Título: Ruralistas desafiam Cristina e bloqueiam estradas argentinas
Autor: Rocha , Janes
Fonte: Valor Econômico, 26/03/2008, Internacional, p. A13

AP Desabastecimento: açougue em Buenos Aires fica sem carne devido a bloqueios realizados por produtores rurais Com pouco mais de cem dias de governo, a presidente da Argentina, Cristina Fernández de Kirchner, está enfrentando sua primeira grande crise interna. O rechaço ao aumento dos tributos sobre as exportações de grãos, anunciado há duas semanas, levou milhares de produtores rurais a um protesto que entra hoje em seu 14 dia.

Ontem à noite, os manifestantes conseguiram um surpreendente apoio de moradores de Buenos Aires que saíram às ruas da capital batendo panelas e cercaram a Casa Rosada, sede do governo.

Com caminhões, tratores e caminhonetes, os produtores bloquearam as estradas de maior circulação da produção agrícola, cortando a passagem em 300 pontos de 29 localidades nas províncias de Buenos Aires, Santa Fé, Entre Ríos, Córdoba, Santiago del Estero, San Luis e La Pampa - área que concentra mais de 80% da produção agropecuária argentina.

As filas de caminhões se estendiam ontem por vários quilômetros e, além do caos de trânsito no interior do país, têm como alvo bloquear a circulação de carne, frango, verduras e lácteos. Estes produtos já começaram a sumir das prateleiras dos supermercados e do pequeno comér-cio varejista de Buenos Aires.

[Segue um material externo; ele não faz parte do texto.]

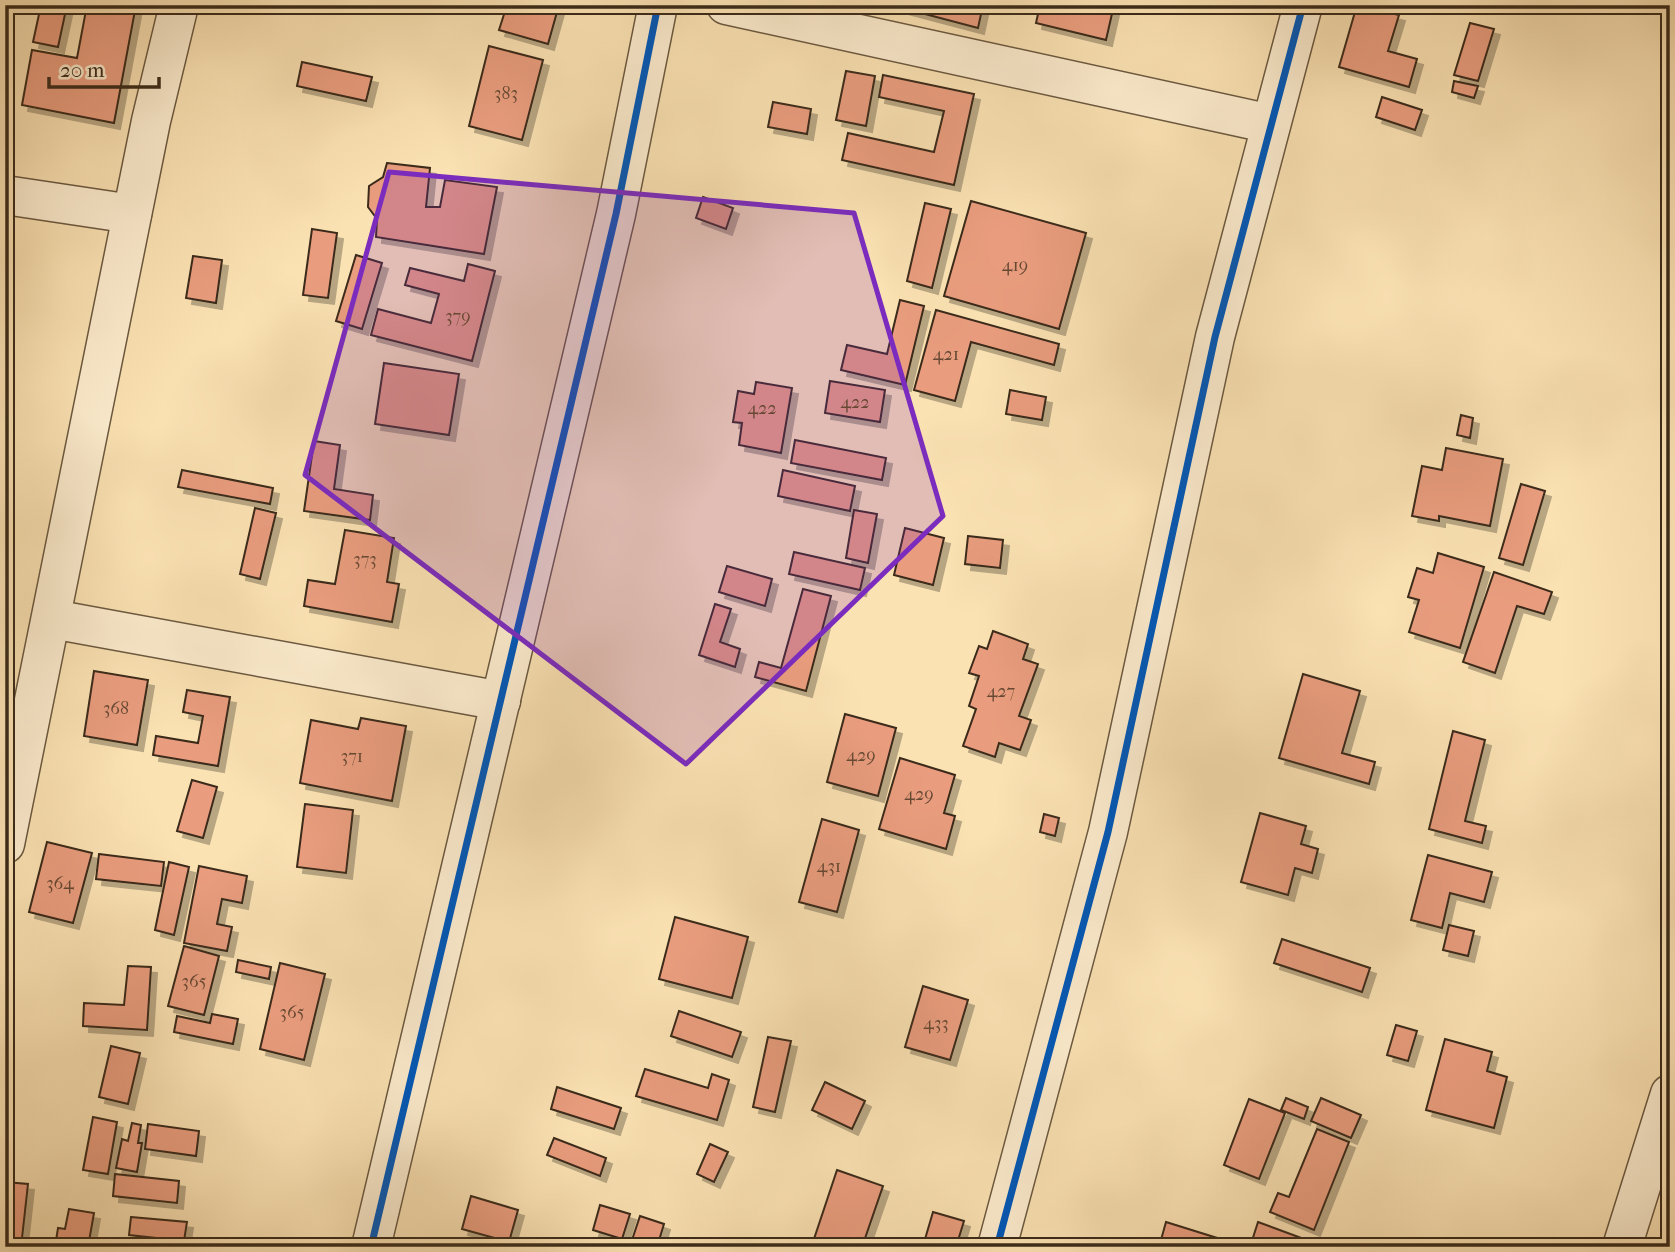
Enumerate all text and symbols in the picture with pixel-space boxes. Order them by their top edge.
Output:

O protesto foi convocado pelas principais entidades de classe do setor por causa de uma medida anunciada no dia 11 pelo ministro de Economia, Martín Lousteau. Ele elevou a chamada "retenção", uma espécie de imposto sem devolução cobrado sobre as exportações de grãos, mas que também atinge a carne e os combustíveis. Por essa medida, do valor total que se exporta em soja, 44,1% passam a ficar retidos pelo governo, contra 35% antes. Os recursos servem para engordar o superávit fiscal, justificou o ministro Lousteau. Também subiu a retenção sobre o girassol, mas foi reduzida a que o governo cobrava sobre milho e trigo.

Este foi o quarto aumento de retenções sobre a exportação de grãos promovido pelo governo argentino nos últimos cinco anos. No caso da soja, dessa vez foi criado um sistema de retenção móvel, pelo qual quanto mais o preço sobe no mercado internacional mais o produtor ou exportador deixa para o governo, saindo de um piso de 20% e chegando aos 44,1% quando a cotação internacional atinge US$ 580 por tonelada. Mas o que mais irritou os produtores foi que, a partir desse limite de US$ 580, o governo leva nada menos que 95% da diferença.

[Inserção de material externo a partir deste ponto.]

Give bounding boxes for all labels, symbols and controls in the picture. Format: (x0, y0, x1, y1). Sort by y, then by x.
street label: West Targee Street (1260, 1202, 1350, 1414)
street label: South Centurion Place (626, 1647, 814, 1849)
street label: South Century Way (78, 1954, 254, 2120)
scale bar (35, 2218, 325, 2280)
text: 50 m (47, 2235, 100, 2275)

"Essa é uma medida confiscatória e inconstitucional", afirma o engenheiro agrônomo e diretor executivo da Associação Argentina de Biocombustíveis, Claudio Molina. Sua opinião coincide com a de vários especialistas que têm se manifestado nos últimos dias em jornais, TVs e rádios argentinas sobre o protesto. Alfredo Rodes, diretor executivo da Confederação de Associações Rurais das províncias de Buenos Aires e La Pampa (Carbap), disse que a soja já contribui com US$ 12,5 bilhões em retenções e que o problema agora não é mais a retenção e sim a falta de retorno do dinheiro. Os produtores se queixam de falta de estrutura e de crédito e das estradas ruins.

Ontem a presidente Cristina Kirchner deu uma forte resposta aos produtores. Em um discurso na Casa Rosada, chamou a manifestação de "piquetes da abundância", porque está sendo promovida pelo setor que mais ganhou dinheiro no país nos últimos cinco anos, graças aos preços recordes das commodities no exterior.

Ela disse também que as retenções são usadas pelo governo para manter o câmbio desvalorizado e estável em 3,15 pesos, o que tem garantido uma rentabilidade aos produtores argentinos de 16% a 17% acima da dos produtores brasileiros. Segundo Cristina Kirchner, o governo argentino sustenta o câmbio através de um sistema de "administração", que consiste em absorver o dólar quando entra o dinheiro da safra agrícola para que se mantenha o valor. Se não fosse a atuação do governo, disse ela, o dólar cairia. "Isso se faz com uma política que está sendo sustentada pelo governo e também forma parte do superávit fiscal", afirmou.

Cristina foi contundente com os produtores. Lembrou que no final da crise, em 2003 e 2004, eles pediram e foram atendidos na renegociação de suas dívidas no Banco de La Nación (estatal). Cristina disparou: "É uma espécie de socialização das vacas magras. Quando as vaquinhas estão gordas, ficam para eles". E repetiu o que seus ministros já disseram: "Não vou me submeter a nenhuma extorsão". Os manifestantes mantiveram a linha dura e disseram que manterão os protestos nas estradas até o governo aceitar rever as medidas.